-- What is being asked --
Restate the lines exactly, starting at the line that contains "Dump the readable" and finishing with the final line of the records.

[Dataset entries]

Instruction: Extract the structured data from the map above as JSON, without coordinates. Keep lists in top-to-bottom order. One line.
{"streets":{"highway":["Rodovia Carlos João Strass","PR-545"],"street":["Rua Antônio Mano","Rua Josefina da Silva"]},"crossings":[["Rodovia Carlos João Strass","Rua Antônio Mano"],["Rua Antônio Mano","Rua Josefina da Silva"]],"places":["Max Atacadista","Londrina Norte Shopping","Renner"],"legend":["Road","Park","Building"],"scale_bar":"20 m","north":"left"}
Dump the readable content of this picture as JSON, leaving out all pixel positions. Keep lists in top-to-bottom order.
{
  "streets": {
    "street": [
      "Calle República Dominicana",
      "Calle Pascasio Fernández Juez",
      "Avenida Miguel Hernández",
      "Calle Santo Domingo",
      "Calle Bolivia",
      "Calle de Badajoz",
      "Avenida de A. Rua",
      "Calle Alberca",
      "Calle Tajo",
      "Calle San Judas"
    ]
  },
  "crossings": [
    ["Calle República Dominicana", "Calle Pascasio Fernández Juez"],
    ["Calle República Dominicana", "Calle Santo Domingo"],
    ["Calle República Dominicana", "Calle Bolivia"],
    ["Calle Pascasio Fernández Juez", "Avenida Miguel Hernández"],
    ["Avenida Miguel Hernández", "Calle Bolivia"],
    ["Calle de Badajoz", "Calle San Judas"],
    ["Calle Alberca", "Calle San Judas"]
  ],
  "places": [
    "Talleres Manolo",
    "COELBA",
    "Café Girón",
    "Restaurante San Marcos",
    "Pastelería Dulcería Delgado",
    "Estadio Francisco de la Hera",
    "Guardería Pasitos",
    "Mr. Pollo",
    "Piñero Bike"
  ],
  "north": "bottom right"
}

-- Response below --
Dump the readable content of this picture as JSON, leaving out all pixel positions. Keep lists in top-to-bottom order.
{
  "streets": {
    "street": [
      "Calle República Dominicana",
      "Calle Pascasio Fernández Juez",
      "Avenida Miguel Hernández",
      "Calle Santo Domingo",
      "Calle Bolivia",
      "Calle de Badajoz",
      "Avenida de A. Rua",
      "Calle Alberca",
      "Calle Tajo",
      "Calle San Judas"
    ]
  },
  "crossings": [
    ["Calle República Dominicana", "Calle Pascasio Fernández Juez"],
    ["Calle República Dominicana", "Calle Santo Domingo"],
    ["Calle República Dominicana", "Calle Bolivia"],
    ["Calle Pascasio Fernández Juez", "Avenida Miguel Hernández"],
    ["Avenida Miguel Hernández", "Calle Bolivia"],
    ["Calle de Badajoz", "Calle San Judas"],
    ["Calle Alberca", "Calle San Judas"]
  ],
  "places": [
    "Talleres Manolo",
    "COELBA",
    "Café Girón",
    "Restaurante San Marcos",
    "Pastelería Dulcería Delgado",
    "Estadio Francisco de la Hera",
    "Guardería Pasitos",
    "Mr. Pollo",
    "Piñero Bike"
  ],
  "north": "bottom right"
}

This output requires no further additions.